Preparation of a 600 mg water-dispersible acetylcysteine tablet The composition for one tablet is shown in table 2. The whole process is carried out on the production line of the company "KISAN", Korea.

30 kg of acetylcysteine, 20.46 kg of microcrystalline cellulose, 3.0 kg of crospovidone, 0.195 kg of citric acid, 0.495 kg of sodium saccharinate, 0.405 kg of aspartame and 3.0 kg of lactose are loaded into a high-speed mixer of the KSM-200 type, stirred for 60-90 seconds with a speed of rotation of the paddle mixer 100 rpm, chopper 500 rpm

The resulting mixture is transferred to a JIM-FBDC20 granulator dryer, where cyclic granulation is carried out by spraying 12.0 kg of a 10% aqueous solution of povidone through three nozzles. Short-term spraying of the solution alternates with short-term drying, such cycles are carried out until the solution is completely consumed. The obtained granulate is dried in the same equipment to the required residual moisture content, preferably 2.5-3.5%. The dried granulate is combined in JIM-FBDC20 with 0.195 kg of magnesium stearate, 0.450 kg of colloidal silicon dioxide and 0.60 kg of flavoring. The mixture is transported by vacuum through a vertical granulator JIM-MV into a double-cone mixer JIM-WM, where it is mixed for 3 minutes.
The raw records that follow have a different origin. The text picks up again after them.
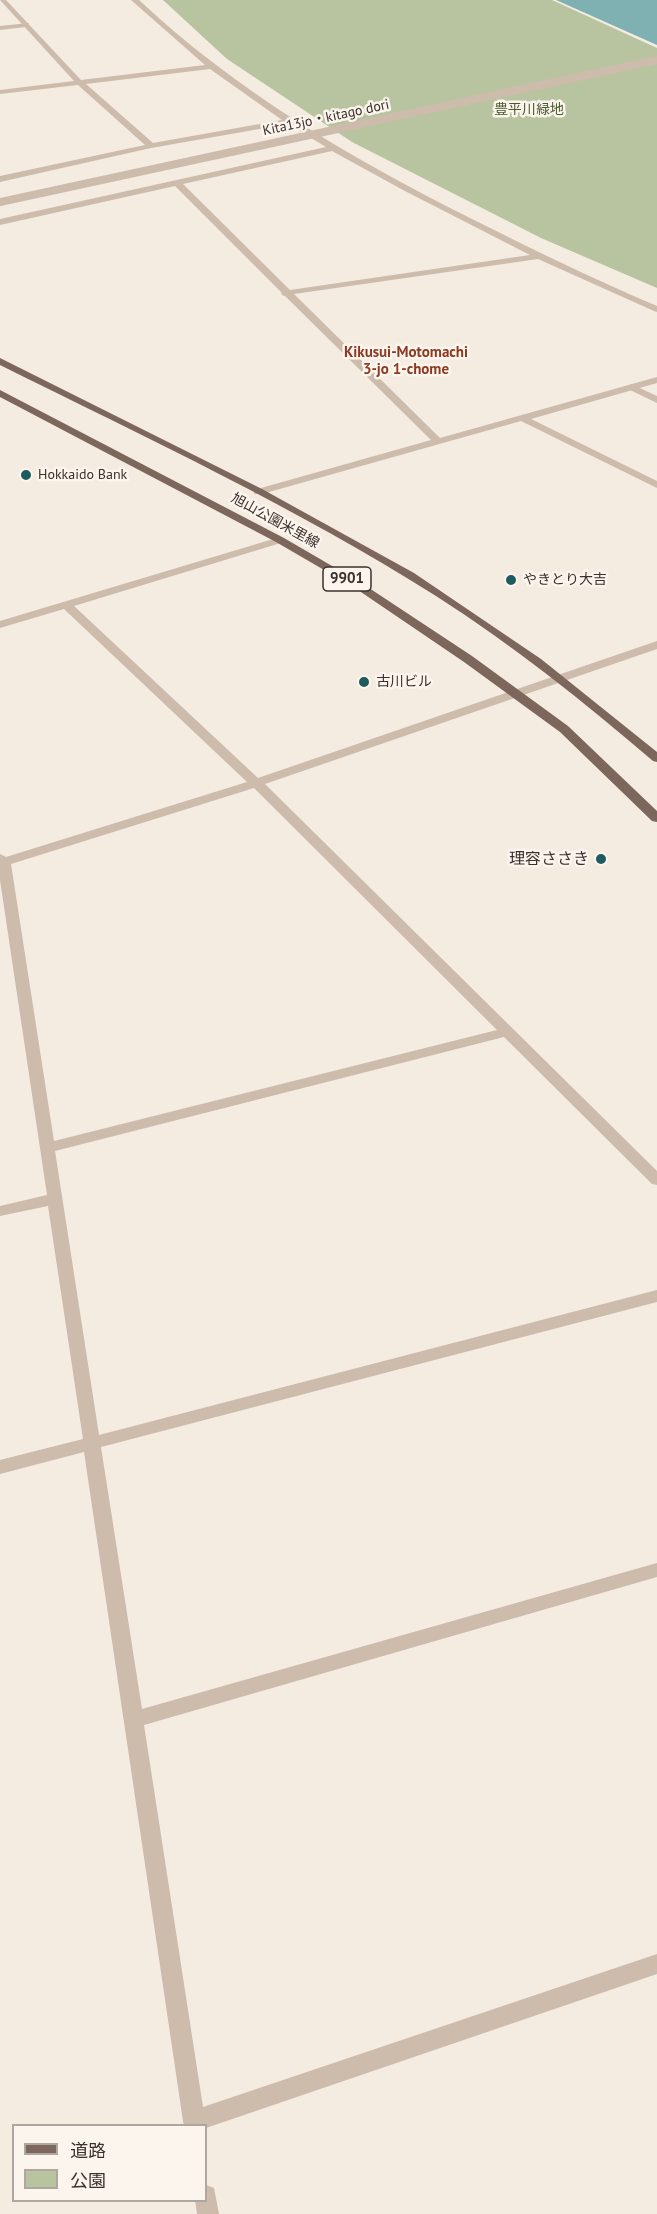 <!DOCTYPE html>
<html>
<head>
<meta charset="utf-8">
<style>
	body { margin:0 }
	#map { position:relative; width:657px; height:2214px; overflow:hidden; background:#f4ebe1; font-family:"PT Sans","Noto Sans JP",sans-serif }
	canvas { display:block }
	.legend { position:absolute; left:12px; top:2124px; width:195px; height:78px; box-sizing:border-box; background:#fbf5ee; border:2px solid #aea6a0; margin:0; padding:8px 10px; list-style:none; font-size:18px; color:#3b302b }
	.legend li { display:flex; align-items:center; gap:12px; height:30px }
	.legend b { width:30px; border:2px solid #aea6a0 }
</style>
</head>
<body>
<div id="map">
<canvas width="657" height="2214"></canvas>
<ul class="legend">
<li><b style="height:8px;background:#7d675c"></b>道路</li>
<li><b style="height:16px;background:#b8c4a0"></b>公園</li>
</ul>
</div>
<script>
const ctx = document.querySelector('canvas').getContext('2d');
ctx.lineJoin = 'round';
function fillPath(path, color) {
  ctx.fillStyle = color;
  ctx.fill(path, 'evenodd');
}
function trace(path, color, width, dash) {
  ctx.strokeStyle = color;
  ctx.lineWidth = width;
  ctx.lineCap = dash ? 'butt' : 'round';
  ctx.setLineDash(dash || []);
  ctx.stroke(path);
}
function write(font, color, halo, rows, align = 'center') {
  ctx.font = font + ' "PT Sans","Noto Sans JP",sans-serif';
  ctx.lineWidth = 5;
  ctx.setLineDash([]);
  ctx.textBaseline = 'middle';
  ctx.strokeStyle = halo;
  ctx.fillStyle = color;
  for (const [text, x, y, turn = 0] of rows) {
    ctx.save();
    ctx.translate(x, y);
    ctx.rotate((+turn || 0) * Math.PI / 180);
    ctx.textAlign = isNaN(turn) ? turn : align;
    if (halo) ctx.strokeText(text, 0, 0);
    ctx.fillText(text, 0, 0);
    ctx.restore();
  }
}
const green = new Path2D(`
	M163,0h389l105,48v240l-116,-50 -189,-96 -125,-83z`);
const water = new Path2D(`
	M556,0h101v45z`);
const service = new Path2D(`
	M29,23l-3,4 -26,3v-4z
	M631,384l26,12v7l-29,-14 -2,-2z`);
const minor = new Path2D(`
	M0,0h6l75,80 124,-15 -74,-65h8c97,91 210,157 329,217 62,31 125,62 189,89v6l-3,-1 -116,-52 -244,35 146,144 217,-61v6l-126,36 126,62v7l-136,-67 -259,73h-8v-4l177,-50 -146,-144 -3,-1 -1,-3 -106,-106 -175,39v-6l326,-72 -38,-23 -137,24 -151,34v-6l145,-31 -67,-60 -78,9v-4l74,-9zM210,69l72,51 -129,23 -67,-59zM332,151l71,39 127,65 -240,35 -107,-106z
	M280,537l4,1v4l-210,64 184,172 399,-137v8l-392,135 392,387v14l-5,-1 -148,-147 -449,114 44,284 558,-145v12l-556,145 41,262 515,-146v14l-513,148 59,382 454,-153v20l-451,154v-2h-22l-1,-5 -99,-669 -84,22v-14l83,-21 -35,-233 -48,10v-10l47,-11 -47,-315v-26l6,3 241,-75 -183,-173 -64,19v-7zM254,788l243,242 -443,111 -43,-277z
	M206,2185l8,3 5,26h-22l-2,-14h11z`);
const primary = new Path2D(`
	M0,358l262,131 152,84 127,86 116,93v10l-4,-1c-69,-59 -140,-116 -217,-165 -139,-88 -289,-158 -436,-231z
	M0,390l284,148 79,46 109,72 96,70 89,85v11l-5,-1 -92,-89 -96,-70 -109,-74 -79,-46 -276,-145z`);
const tertiaryBridge = new Path2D(`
	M0,202l657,-142`);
const markers = [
	[26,475,6,"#1f5a5e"],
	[511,580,6,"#1f5a5e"],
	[364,682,6,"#1f5a5e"],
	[601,859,6,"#1f5a5e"]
];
const farParknames = [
	["豊平川緑地",529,110]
];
const farStreetnames = [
	["Kita13jo・kitago dori",326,118,-12],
	["旭山公園米里線",275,521,29]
];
const farPoinames = [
	["Hokkaido Bank",38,475],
	["やきとり大吉",523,580],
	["古川ビル",376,682]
];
const farNeighbourhoodnames = [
	["Kikusui-Motomachi",406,353],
	["3-jo 1-chome",406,370]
];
const shields = [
	[347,579,48]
];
const shieldNames = [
	["9901",347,579]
];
const poiNames = [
	["理容ささき",589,859]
];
fillPath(green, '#b8c4a0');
fillPath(water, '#7fb0b2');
fillPath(service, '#cdbbac');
fillPath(minor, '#cdbbac');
fillPath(primary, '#7d675c');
trace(tertiaryBridge, '#cdbbac', 8);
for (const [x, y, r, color] of markers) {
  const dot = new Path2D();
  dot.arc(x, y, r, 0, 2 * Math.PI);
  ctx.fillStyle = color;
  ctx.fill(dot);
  trace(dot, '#fbf5ee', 2);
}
write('14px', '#4a5a2e', '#fbf5ee', farParknames);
write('14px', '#3b302b', '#fbf5ee', farStreetnames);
write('14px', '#3b302b', '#fbf5ee', farPoinames, 'left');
write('bold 15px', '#8c3b22', '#fbf5ee', farNeighbourhoodnames);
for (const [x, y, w] of shields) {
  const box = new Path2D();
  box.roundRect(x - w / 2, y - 12, w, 24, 4.5);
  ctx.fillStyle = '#fbf5ee';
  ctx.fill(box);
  trace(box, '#3b302b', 1.5);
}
write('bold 15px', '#3b302b', null, shieldNames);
write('16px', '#3b302b', '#fbf5ee', poiNames, 'right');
</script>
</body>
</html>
Oval biconvex tablets of size 20.5 × 11 mm, height of about 3.2 mm and average weight of 1200 mg, compressive strength of 200-240 N and disintegration in water of room temperature 50-70 are pressed from the resulting mixture on an industrial press KTR-400 from.

Claims (14)

1. A water-dispersible tablet of acetylcysteine containing the active substance in an amount of from 100 to 600 mg and excipients taken in a ratio of 1: 1 to a total mass of 200 to 1200 mg, respectively, the tablet containing these substances in the following composition and amount, wt. .%: Active active substance: 50,0 Acetylcysteine 50,0 Excipients: 50,0 Microcrystalline cellulose 34.1 Lactose Monohydrate 5,0 Crospovidone 5,0 Povidone 25 2.0 Lemon Flavor 1,0 Sodium saccharinate 0.825 Aspartame 0.675 Citric Acid Monohydrate 0.325 Silicon Colloidal Dioxide 0.75 Magnesium stearate 0.325 Total one hundred and is capable of dispersing in water at a temperature of 15-25 ° C for 3 minutes with the formation of a dispersion consisting of particles smaller than 710 microns. 2. A water-dispersible acetylcysteine tablet according to claim 1, made as follows: acetylcysteine, microcrystalline cellulose, crospovidone, citric acid monohydrate, sodium saccharinate, aspartame and lactose monohydrate are mixed in a granulator-mixer, the resulting mixture is passed through a conical mill with a mesh 0, 4-0.5 mm, this mixture is granulated with an aqueous solution of povidone in a granulator dryer at a temperature of 55 ° C, then dried to a moisture content of 2.5-3.5%, and then calibrated through a sieve or conical mill with openings about OLO 1.0 mm, more opudrivateley prepared mixture of flavor, magnesium stearate and colloidal silicon dioxide by passing them together through a sieve with 0.315 mm or conical mill, and then stirred with a mixture of calibrated granulate opudrivateley and tableted on a rotary press type.